2- Violação ao princípio de juiz natural: Em suas contrarrazões, que levam a assinatura do procurador-geral de Justiça, Sérgio Jucá, e dos promotores de Justiça Jamyl Gonçalves Barbosa, Norma Sueli Medeiros e George Sarmento, o MP também rechaça a tese de nulidade da sentença porque proferida por uma comissão de juízes o que, no entender dos réus, se configuraria como inconstitucional por violação ao princípio do juiz natural. Neste aspecto, lembra o Ministério Público que a citada comissão foi instituída pela presidência do Tribunal de Justiça em atendimento a resolução do Conselho Nacional de Justiça para dar celeridade aos processos de improbidade administrativa dentro do programa Justiça Plena, tendo a mesma atuado de forma a auxiliar o juiz natural.

3- Tipo de ação: Para os réus, não caberia a propositura de Ação Civil Pública e sim de Ação Popular, mas o Ministério Público evoca novamente a Constituição Federal que, em seu artigo 129, inciso III, estabelece como uma de suas funções institucionais “promover inquérito civil e a ação civil pública, para a proteção do patrimônio público e social, do meio ambiente e de outros interesses difusos e coletivos”.

4- Desmembramento da ação: Os condenados se insurgem contra o desmembramento da ação, já que outros envolvidos no mesmo esquema desmantelado pela Operação Taturana foram denunciados e são réus em outras ações junto à Fazenda Públ8ica Estadual.
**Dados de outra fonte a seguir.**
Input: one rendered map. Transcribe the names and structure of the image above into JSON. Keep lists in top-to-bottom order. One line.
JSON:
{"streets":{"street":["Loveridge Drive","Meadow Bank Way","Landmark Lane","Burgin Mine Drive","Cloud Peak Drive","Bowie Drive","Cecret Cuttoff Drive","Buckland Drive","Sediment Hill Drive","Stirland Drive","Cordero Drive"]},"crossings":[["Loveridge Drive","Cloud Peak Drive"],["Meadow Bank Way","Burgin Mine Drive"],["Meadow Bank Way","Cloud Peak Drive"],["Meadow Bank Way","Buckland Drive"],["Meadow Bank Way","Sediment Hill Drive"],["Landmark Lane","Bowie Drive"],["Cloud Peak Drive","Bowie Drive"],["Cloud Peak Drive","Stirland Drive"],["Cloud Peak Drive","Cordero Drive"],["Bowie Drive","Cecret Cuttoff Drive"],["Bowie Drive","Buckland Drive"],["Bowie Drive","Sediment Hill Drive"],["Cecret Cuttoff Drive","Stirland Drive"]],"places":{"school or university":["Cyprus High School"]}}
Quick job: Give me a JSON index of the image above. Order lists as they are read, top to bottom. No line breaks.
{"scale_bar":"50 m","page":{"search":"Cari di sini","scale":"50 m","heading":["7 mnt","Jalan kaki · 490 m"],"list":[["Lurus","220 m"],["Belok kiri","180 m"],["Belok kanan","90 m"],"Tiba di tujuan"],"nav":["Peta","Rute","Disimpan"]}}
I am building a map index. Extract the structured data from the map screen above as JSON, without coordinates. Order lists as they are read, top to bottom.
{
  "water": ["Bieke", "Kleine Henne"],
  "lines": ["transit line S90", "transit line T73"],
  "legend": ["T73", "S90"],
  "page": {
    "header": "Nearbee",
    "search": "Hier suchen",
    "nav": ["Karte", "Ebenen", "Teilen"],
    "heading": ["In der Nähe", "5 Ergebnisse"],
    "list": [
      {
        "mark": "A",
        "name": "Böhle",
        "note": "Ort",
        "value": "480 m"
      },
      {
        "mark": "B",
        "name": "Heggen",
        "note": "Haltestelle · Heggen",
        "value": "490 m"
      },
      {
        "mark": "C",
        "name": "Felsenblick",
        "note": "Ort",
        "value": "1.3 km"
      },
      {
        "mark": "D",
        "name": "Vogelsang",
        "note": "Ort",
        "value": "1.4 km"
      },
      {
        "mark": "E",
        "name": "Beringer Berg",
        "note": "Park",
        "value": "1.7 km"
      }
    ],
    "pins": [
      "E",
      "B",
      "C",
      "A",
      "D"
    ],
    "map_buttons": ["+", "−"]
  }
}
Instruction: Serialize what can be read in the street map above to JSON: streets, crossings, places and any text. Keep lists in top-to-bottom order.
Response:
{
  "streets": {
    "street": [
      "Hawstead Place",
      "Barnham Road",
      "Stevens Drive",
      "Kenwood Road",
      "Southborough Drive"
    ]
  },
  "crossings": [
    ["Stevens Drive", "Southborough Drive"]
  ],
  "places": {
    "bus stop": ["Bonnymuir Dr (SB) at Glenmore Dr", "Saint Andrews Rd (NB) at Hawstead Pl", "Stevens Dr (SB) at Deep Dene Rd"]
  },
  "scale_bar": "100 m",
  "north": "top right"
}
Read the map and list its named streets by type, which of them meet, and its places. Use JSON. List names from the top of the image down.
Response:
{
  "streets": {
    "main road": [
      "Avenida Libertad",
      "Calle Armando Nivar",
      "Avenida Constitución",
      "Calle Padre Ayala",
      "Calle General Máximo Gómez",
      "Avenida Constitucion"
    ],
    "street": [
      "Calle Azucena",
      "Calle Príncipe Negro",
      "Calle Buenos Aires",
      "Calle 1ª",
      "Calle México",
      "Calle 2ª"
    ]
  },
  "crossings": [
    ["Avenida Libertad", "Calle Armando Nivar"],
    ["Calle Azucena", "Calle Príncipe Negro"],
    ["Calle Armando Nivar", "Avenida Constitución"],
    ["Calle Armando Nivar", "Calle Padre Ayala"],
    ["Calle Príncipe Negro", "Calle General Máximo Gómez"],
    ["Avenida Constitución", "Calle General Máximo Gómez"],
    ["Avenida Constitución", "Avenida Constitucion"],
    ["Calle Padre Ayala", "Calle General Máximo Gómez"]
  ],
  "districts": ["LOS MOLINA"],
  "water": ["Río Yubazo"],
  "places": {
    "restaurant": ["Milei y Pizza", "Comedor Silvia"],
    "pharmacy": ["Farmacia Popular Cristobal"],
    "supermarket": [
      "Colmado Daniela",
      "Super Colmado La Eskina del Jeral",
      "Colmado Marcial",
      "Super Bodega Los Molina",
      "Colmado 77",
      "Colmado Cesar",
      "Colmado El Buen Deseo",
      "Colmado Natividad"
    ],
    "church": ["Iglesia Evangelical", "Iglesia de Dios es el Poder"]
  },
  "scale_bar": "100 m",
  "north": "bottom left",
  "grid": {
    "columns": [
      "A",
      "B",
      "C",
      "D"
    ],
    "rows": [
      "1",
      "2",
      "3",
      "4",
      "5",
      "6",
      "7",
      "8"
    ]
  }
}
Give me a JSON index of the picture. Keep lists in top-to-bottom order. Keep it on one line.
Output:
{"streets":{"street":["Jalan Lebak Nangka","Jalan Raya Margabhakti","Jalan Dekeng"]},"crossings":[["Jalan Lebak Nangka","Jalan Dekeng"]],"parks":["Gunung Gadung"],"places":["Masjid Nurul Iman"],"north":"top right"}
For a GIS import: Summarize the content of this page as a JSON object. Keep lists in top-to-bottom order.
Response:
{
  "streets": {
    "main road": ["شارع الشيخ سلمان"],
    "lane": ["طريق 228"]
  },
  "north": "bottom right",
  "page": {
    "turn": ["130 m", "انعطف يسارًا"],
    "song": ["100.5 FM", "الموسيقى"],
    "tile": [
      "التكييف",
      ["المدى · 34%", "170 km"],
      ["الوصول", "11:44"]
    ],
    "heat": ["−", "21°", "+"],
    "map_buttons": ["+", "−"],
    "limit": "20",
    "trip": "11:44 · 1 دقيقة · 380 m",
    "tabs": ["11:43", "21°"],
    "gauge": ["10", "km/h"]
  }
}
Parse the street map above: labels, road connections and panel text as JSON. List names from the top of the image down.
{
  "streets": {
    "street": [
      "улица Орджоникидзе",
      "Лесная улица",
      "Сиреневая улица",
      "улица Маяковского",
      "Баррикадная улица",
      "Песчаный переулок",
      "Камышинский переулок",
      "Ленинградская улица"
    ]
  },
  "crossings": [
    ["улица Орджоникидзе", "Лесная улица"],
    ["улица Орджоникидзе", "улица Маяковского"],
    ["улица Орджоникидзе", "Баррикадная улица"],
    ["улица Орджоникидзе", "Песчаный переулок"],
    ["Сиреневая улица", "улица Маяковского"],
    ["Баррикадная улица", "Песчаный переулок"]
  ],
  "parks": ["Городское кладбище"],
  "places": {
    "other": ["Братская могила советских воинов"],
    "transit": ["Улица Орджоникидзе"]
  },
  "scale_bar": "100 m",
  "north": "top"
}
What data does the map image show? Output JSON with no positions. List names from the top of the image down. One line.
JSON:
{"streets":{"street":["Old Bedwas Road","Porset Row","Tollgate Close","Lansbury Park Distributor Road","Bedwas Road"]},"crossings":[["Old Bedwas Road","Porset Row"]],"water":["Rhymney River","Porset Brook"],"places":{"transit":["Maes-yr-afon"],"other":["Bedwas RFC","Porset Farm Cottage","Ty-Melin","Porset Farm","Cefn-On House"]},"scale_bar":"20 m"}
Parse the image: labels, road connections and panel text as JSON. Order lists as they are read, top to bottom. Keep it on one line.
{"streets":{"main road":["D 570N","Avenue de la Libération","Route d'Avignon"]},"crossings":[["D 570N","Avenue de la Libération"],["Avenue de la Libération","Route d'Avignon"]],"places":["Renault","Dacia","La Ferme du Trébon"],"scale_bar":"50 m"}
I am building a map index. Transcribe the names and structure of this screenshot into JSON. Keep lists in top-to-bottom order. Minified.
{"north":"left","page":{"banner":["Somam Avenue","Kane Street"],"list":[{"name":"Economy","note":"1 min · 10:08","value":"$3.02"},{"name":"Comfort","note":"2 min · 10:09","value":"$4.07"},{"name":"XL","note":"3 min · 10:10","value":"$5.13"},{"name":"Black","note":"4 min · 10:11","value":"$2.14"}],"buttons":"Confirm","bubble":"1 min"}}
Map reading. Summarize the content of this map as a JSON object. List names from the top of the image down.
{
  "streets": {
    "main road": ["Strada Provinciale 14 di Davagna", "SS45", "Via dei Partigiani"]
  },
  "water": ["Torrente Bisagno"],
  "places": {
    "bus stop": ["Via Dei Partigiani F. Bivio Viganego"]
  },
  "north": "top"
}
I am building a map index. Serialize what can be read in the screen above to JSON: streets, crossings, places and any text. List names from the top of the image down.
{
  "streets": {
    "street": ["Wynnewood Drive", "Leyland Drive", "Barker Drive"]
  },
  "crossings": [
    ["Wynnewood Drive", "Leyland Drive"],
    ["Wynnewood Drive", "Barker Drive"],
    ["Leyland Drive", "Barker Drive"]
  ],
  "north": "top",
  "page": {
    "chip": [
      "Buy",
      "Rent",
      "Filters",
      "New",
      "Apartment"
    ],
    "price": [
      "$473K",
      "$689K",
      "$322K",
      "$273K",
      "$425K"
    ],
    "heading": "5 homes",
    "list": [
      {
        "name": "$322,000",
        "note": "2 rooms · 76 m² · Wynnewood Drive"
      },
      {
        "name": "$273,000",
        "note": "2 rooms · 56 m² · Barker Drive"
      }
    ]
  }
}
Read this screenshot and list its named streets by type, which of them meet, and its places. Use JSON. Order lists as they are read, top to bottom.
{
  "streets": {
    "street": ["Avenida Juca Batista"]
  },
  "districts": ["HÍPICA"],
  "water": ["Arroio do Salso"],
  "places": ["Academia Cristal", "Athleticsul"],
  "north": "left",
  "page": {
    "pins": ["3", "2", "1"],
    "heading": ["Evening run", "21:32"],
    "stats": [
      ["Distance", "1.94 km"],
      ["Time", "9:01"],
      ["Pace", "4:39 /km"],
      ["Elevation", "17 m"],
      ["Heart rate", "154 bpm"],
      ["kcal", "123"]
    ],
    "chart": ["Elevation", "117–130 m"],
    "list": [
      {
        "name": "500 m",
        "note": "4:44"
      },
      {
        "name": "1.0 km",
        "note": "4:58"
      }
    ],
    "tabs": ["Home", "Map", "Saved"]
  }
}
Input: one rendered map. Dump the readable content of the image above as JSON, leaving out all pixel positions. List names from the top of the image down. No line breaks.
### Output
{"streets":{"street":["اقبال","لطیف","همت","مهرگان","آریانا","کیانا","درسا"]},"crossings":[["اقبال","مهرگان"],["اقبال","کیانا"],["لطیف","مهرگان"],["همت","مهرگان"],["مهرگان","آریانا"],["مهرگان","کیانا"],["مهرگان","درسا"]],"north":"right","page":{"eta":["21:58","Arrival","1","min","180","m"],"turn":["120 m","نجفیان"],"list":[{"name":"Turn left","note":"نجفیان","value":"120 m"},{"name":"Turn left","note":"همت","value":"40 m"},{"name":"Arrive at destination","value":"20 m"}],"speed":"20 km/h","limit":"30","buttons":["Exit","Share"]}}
Neste aspecto, o MP destaca que não existe na LAI qualquer artigo a exigir o litisconsórcio, tendo em vista que “cada réu tem uma r4elação jurídica diferente com a própria Administraçã9o Pública, pois cada um tem suas específicas e diferentes participações no ilícito, logo têm penalidades e rumos diferenciados na lide”.

5-Constitucionalidade da Lei de Improbidade Administrativa (LIA): Já existe entendimento pacificado pelo STF quanto à constitucionalidade da Lei 8429/92 quando do julgamento da ADIn (Ação Direta de Inconstitucionalidade) 2181.

6- Verba de gabinete: Insistem os réus em que poderiam fazer uso da verba de gabinete para pagamento dos empréstimos pessoais, ocorre que, destaca o MP, a verba se destinava ao ressarcimento de despesas com o gabinete de deputado estadual e outras que garantissem sua presença em plenário nas sessões ordinárias e extraordinárias. Neste caso, elas foi utilizada como se integrasse o subsídio dos parlamentares – à época fixado em R$ 7 mil – aumentando assim sua renda para fins de limite para obtenção do empréstimo pessoal. E mais: disciplinada à época dos fatos pela Resolução 392/95 da ALE, a concessão da verba de gabinete prescindia da apresentação de prestação de contas do mês anterior, mas nenhum dos parlamentares a apresentou sequer como argumento em sua defesa, ou seja, a verba era usada de forma indiscriminada.